Try it
Copy every record word for word. Pictures are not part of the copy.
Materials provided below:
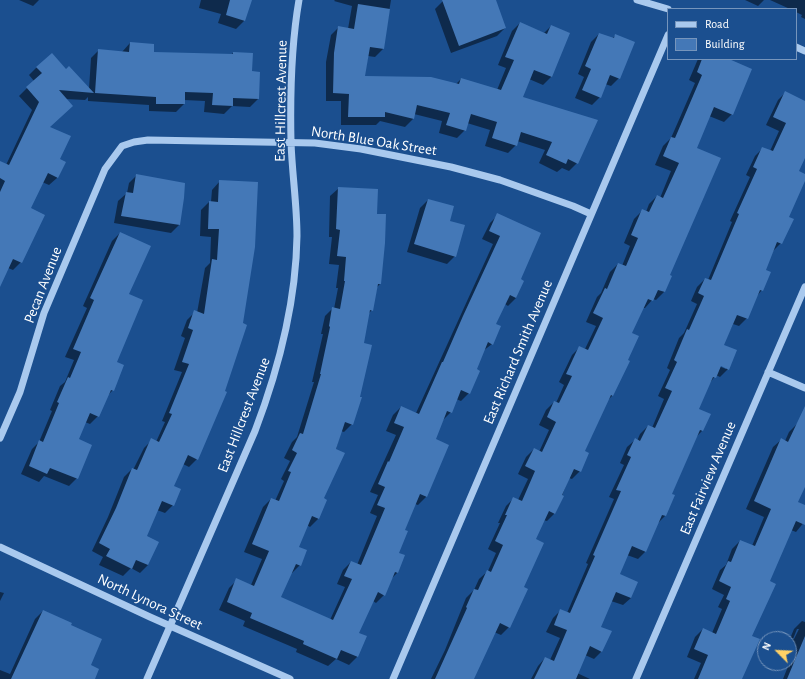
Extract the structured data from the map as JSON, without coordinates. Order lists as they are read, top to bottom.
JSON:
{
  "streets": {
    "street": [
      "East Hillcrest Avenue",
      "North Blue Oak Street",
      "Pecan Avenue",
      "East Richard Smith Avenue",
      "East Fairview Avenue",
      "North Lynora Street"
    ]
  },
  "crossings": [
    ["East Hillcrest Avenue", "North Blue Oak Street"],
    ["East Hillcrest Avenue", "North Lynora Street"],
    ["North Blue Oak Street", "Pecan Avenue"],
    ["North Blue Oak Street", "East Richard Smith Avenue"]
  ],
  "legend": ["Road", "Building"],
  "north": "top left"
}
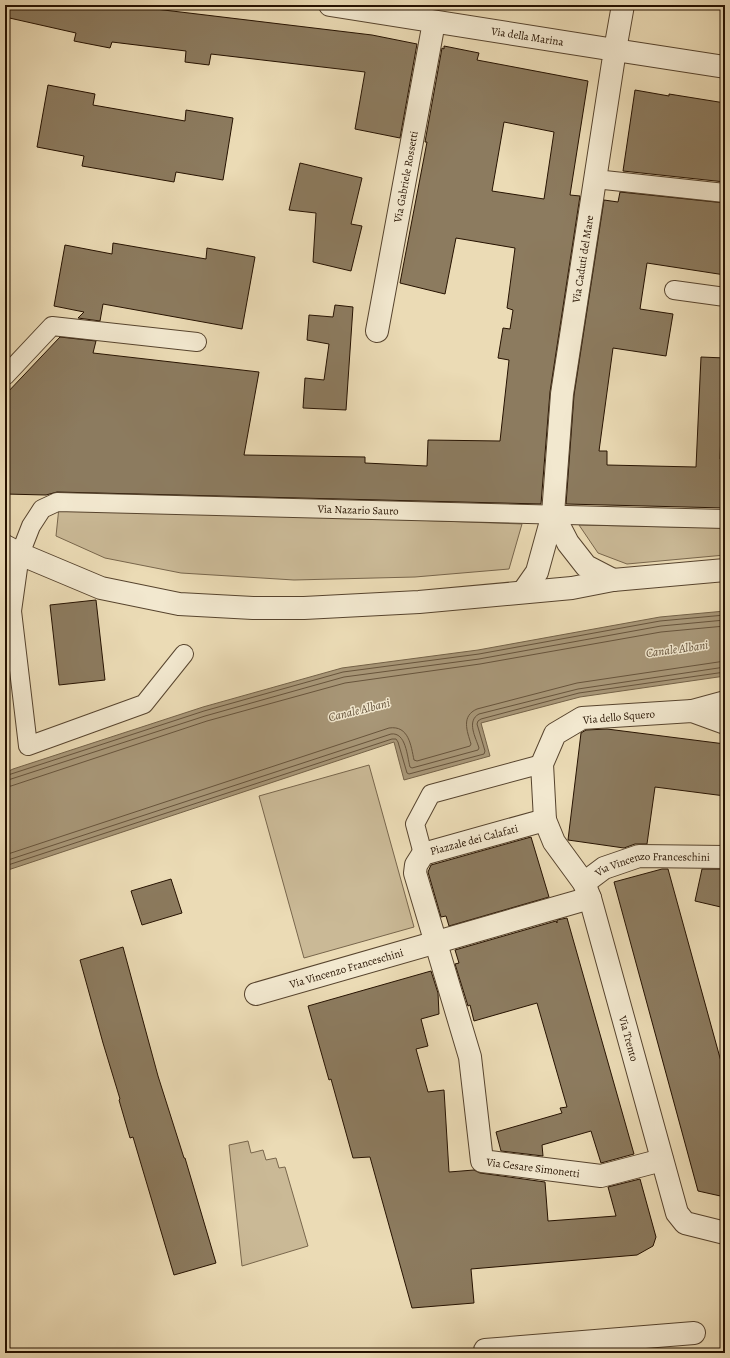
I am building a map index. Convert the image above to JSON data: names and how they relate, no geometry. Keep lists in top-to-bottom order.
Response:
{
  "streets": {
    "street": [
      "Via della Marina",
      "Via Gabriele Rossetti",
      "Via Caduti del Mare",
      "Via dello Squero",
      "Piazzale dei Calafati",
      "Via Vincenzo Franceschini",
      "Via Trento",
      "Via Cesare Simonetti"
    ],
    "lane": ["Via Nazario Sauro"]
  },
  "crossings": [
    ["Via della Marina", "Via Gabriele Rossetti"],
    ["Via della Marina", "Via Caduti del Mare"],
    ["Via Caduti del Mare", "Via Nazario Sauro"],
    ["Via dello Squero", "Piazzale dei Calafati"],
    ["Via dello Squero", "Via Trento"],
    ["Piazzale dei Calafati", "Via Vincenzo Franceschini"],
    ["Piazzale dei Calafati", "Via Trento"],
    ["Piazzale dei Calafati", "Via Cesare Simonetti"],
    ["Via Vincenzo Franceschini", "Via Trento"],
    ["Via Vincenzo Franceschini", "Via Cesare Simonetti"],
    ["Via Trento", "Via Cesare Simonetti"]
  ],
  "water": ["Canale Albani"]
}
End of Materials provided.
Task response
Extract the structured data from the map as JSON, without coordinates. Order lists as they are read, top to bottom.
JSON:
{
  "streets": {
    "street": [
      "East Hillcrest Avenue",
      "North Blue Oak Street",
      "Pecan Avenue",
      "East Richard Smith Avenue",
      "East Fairview Avenue",
      "North Lynora Street"
    ]
  },
  "crossings": [
    ["East Hillcrest Avenue", "North Blue Oak Street"],
    ["East Hillcrest Avenue", "North Lynora Street"],
    ["North Blue Oak Street", "Pecan Avenue"],
    ["North Blue Oak Street", "East Richard Smith Avenue"]
  ],
  "legend": ["Road", "Building"],
  "north": "top left"
}
I am building a map index. Convert the image above to JSON data: names and how they relate, no geometry. Keep lists in top-to-bottom order.
Response:
{
  "streets": {
    "street": [
      "Via della Marina",
      "Via Gabriele Rossetti",
      "Via Caduti del Mare",
      "Via dello Squero",
      "Piazzale dei Calafati",
      "Via Vincenzo Franceschini",
      "Via Trento",
      "Via Cesare Simonetti"
    ],
    "lane": ["Via Nazario Sauro"]
  },
  "crossings": [
    ["Via della Marina", "Via Gabriele Rossetti"],
    ["Via della Marina", "Via Caduti del Mare"],
    ["Via Caduti del Mare", "Via Nazario Sauro"],
    ["Via dello Squero", "Piazzale dei Calafati"],
    ["Via dello Squero", "Via Trento"],
    ["Piazzale dei Calafati", "Via Vincenzo Franceschini"],
    ["Piazzale dei Calafati", "Via Trento"],
    ["Piazzale dei Calafati", "Via Cesare Simonetti"],
    ["Via Vincenzo Franceschini", "Via Trento"],
    ["Via Vincenzo Franceschini", "Via Cesare Simonetti"],
    ["Via Trento", "Via Cesare Simonetti"]
  ],
  "water": ["Canale Albani"]
}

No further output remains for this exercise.